→ Stored items
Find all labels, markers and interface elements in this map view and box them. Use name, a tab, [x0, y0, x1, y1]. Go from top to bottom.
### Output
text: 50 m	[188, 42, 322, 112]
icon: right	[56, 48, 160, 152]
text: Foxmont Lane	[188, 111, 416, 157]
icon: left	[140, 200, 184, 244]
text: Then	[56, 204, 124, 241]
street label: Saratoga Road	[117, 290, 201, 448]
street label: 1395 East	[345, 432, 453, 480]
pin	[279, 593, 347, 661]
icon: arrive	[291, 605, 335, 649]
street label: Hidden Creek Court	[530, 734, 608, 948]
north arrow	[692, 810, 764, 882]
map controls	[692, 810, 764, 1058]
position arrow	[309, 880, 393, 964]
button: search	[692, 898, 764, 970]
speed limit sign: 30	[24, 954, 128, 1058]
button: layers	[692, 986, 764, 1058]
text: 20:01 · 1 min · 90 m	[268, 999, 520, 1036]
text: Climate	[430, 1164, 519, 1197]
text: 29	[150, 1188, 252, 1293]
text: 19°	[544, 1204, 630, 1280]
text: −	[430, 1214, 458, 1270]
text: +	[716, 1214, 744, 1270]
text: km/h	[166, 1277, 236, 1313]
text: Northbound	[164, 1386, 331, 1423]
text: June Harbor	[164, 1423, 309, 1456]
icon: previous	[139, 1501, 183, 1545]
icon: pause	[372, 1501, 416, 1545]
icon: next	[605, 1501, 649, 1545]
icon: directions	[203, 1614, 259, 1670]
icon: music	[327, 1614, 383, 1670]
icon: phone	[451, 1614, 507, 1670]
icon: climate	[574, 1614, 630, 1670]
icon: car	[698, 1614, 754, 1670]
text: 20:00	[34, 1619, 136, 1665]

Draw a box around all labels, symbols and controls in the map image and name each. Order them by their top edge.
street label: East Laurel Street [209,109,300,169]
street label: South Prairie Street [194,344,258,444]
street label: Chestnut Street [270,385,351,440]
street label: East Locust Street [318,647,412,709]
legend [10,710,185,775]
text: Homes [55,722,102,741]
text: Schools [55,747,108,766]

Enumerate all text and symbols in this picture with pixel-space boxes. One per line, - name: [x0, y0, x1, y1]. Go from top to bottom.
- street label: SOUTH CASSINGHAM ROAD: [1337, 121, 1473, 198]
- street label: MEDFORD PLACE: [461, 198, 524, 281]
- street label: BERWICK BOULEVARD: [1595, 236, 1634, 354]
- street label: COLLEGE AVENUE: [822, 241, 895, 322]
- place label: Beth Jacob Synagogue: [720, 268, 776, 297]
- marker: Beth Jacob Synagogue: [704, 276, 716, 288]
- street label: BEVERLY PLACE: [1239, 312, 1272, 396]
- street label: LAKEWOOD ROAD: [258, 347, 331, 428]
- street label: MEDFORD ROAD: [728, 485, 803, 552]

→ TRY IT
Transcribe all of the data above, keeping each line exactly as it stands.

→ ANSWER TO THIS PROBLEM
Find all labels, markers and interface elements in this map view and box them. Use name, a tab, [x0, y0, x1, y1]. Go from top to bottom.
### Output
text: 50 m	[188, 42, 322, 112]
icon: right	[56, 48, 160, 152]
text: Foxmont Lane	[188, 111, 416, 157]
icon: left	[140, 200, 184, 244]
text: Then	[56, 204, 124, 241]
street label: Saratoga Road	[117, 290, 201, 448]
street label: 1395 East	[345, 432, 453, 480]
pin	[279, 593, 347, 661]
icon: arrive	[291, 605, 335, 649]
street label: Hidden Creek Court	[530, 734, 608, 948]
north arrow	[692, 810, 764, 882]
map controls	[692, 810, 764, 1058]
position arrow	[309, 880, 393, 964]
button: search	[692, 898, 764, 970]
speed limit sign: 30	[24, 954, 128, 1058]
button: layers	[692, 986, 764, 1058]
text: 20:01 · 1 min · 90 m	[268, 999, 520, 1036]
text: Climate	[430, 1164, 519, 1197]
text: 29	[150, 1188, 252, 1293]
text: 19°	[544, 1204, 630, 1280]
text: −	[430, 1214, 458, 1270]
text: +	[716, 1214, 744, 1270]
text: km/h	[166, 1277, 236, 1313]
text: Northbound	[164, 1386, 331, 1423]
text: June Harbor	[164, 1423, 309, 1456]
icon: previous	[139, 1501, 183, 1545]
icon: pause	[372, 1501, 416, 1545]
icon: next	[605, 1501, 649, 1545]
icon: directions	[203, 1614, 259, 1670]
icon: music	[327, 1614, 383, 1670]
icon: phone	[451, 1614, 507, 1670]
icon: climate	[574, 1614, 630, 1670]
icon: car	[698, 1614, 754, 1670]
text: 20:00	[34, 1619, 136, 1665]

Draw a box around all labels, symbols and controls in the map image and name each. Order them by their top edge.
street label: East Laurel Street [209,109,300,169]
street label: South Prairie Street [194,344,258,444]
street label: Chestnut Street [270,385,351,440]
street label: East Locust Street [318,647,412,709]
legend [10,710,185,775]
text: Homes [55,722,102,741]
text: Schools [55,747,108,766]

Enumerate all text and symbols in this picture with pixel-space boxes. One per line, - name: [x0, y0, x1, y1]. Go from top to bottom.
- street label: SOUTH CASSINGHAM ROAD: [1337, 121, 1473, 198]
- street label: MEDFORD PLACE: [461, 198, 524, 281]
- street label: BERWICK BOULEVARD: [1595, 236, 1634, 354]
- street label: COLLEGE AVENUE: [822, 241, 895, 322]
- place label: Beth Jacob Synagogue: [720, 268, 776, 297]
- marker: Beth Jacob Synagogue: [704, 276, 716, 288]
- street label: BEVERLY PLACE: [1239, 312, 1272, 396]
- street label: LAKEWOOD ROAD: [258, 347, 331, 428]
- street label: MEDFORD ROAD: [728, 485, 803, 552]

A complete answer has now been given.